▸ **Task description**:
For the word "JSON", state how many lines of the data include it. Respond with the number only.

▸ **Records for processing**:

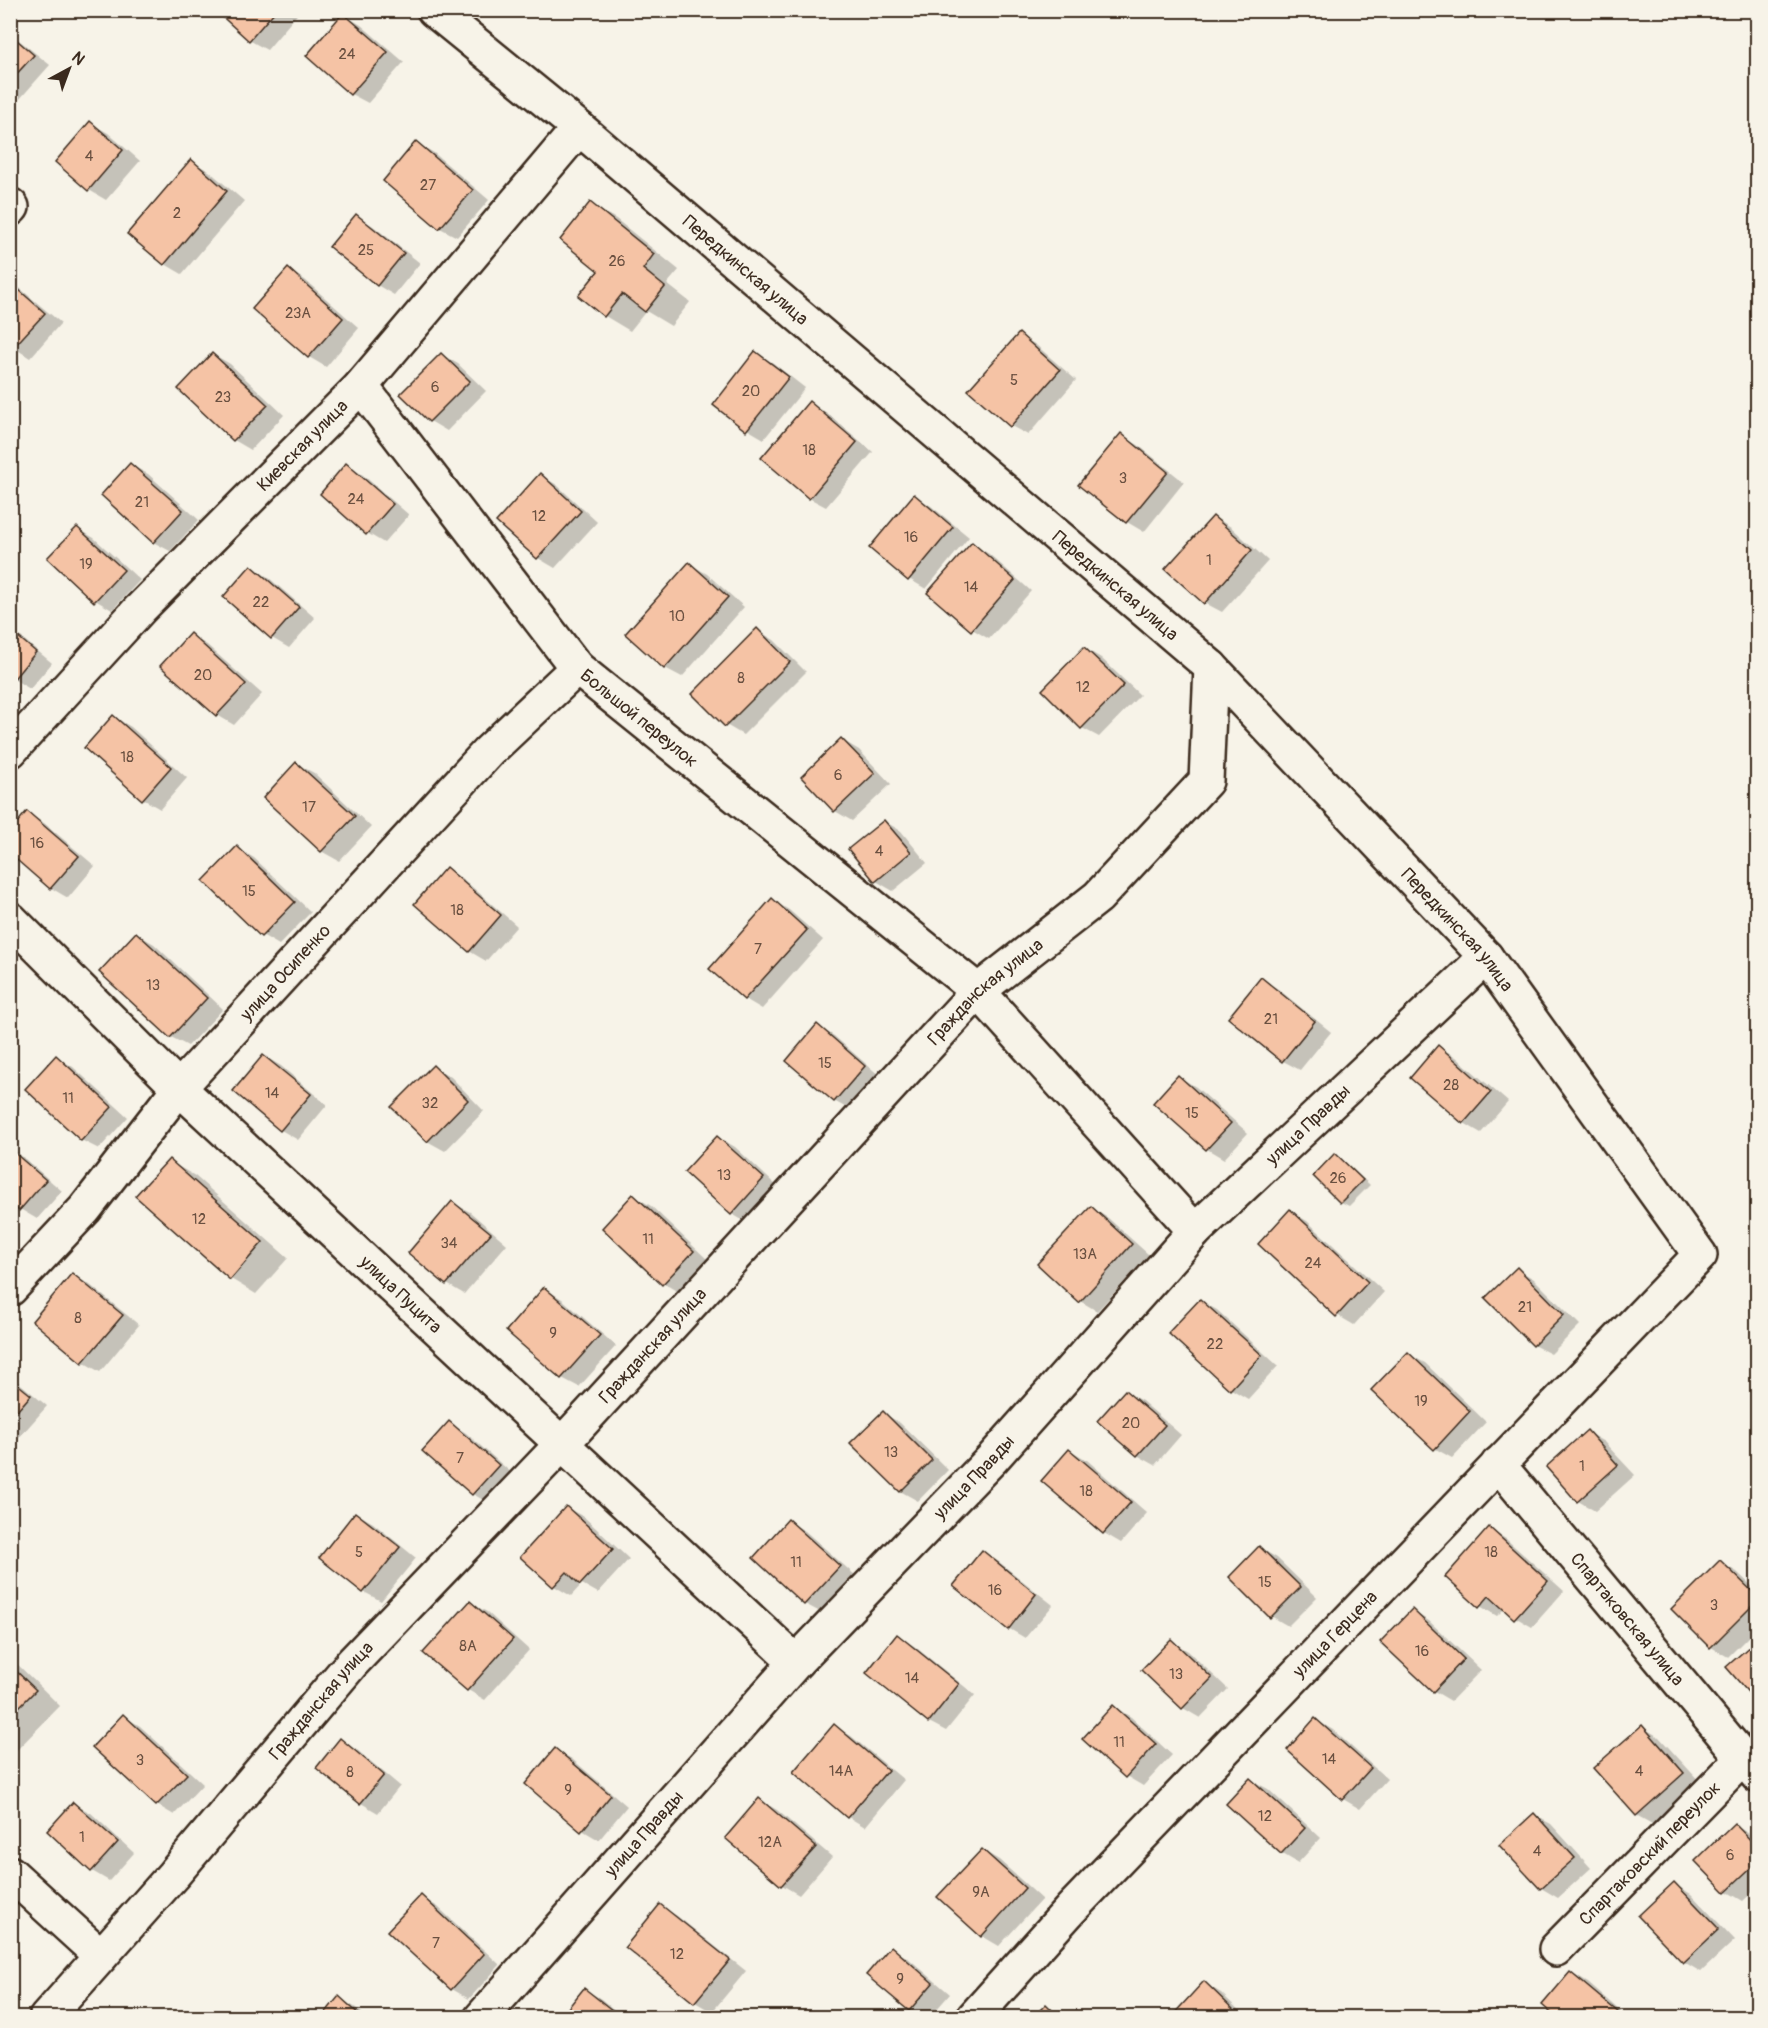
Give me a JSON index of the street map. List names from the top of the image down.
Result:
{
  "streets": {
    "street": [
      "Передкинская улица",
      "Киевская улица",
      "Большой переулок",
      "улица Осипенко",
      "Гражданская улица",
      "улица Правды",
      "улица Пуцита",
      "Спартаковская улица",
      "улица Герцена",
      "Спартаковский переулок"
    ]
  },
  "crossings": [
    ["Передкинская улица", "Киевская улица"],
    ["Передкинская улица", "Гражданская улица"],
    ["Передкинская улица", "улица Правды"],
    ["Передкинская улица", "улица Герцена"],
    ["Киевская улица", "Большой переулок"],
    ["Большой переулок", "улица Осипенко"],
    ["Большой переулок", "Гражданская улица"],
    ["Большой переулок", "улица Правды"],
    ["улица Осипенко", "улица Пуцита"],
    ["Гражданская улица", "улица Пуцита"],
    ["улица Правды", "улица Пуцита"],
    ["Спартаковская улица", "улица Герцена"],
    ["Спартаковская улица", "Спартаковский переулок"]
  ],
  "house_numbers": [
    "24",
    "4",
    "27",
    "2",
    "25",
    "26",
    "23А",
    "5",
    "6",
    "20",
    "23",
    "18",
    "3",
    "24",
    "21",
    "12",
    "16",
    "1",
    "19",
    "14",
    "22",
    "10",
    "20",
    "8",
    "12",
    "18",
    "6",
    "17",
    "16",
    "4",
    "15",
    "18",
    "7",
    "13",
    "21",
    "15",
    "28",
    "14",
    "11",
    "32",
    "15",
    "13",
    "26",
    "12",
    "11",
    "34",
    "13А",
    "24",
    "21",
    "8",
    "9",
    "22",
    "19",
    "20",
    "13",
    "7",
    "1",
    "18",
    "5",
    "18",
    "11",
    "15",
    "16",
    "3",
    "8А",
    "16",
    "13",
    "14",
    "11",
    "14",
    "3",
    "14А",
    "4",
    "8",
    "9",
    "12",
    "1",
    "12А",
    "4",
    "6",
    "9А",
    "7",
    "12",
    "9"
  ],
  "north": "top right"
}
* * *
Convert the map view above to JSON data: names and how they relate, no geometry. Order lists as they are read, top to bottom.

▸ **Final answer**:
2